Work to be completed. From the entries below, copy every line that holds the word "Turn".

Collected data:
..............................
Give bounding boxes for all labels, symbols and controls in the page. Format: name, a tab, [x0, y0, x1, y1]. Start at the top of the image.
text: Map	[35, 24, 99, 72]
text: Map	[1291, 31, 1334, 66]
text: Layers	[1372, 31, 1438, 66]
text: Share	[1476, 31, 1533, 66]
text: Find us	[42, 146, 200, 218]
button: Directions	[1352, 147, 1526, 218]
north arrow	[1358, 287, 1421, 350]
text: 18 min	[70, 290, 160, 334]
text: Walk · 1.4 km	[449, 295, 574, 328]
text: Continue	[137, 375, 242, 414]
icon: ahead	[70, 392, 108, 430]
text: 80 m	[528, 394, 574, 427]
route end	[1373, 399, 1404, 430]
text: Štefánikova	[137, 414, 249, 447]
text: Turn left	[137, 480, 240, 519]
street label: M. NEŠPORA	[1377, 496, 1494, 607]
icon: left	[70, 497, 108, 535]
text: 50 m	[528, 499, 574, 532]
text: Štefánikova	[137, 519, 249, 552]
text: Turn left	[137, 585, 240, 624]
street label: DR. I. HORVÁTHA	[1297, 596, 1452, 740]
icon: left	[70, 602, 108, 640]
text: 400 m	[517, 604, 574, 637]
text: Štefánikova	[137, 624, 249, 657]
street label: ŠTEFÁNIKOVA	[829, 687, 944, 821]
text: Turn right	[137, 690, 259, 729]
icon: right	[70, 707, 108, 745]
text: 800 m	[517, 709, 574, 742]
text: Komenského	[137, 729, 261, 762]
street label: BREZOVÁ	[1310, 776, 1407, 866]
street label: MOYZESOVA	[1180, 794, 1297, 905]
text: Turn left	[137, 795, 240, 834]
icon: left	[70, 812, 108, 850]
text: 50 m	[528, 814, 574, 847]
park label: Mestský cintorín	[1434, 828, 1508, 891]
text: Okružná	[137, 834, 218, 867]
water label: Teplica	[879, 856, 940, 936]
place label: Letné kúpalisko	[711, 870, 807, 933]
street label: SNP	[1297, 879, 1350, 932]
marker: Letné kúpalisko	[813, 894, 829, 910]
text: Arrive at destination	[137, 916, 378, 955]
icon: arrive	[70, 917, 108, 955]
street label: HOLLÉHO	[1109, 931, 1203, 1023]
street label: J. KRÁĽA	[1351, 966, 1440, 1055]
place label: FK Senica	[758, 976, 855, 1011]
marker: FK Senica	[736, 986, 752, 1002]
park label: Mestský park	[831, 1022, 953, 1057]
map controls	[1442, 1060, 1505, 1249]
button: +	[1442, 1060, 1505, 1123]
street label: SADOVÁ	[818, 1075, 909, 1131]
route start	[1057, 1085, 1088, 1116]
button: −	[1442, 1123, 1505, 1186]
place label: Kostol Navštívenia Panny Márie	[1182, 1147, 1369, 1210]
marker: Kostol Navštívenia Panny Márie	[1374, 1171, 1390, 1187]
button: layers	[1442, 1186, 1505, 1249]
..............................
Task solution.
text: Turn left	[137, 480, 240, 519]
text: Turn left	[137, 585, 240, 624]
text: Turn right	[137, 690, 259, 729]
text: Turn left	[137, 795, 240, 834]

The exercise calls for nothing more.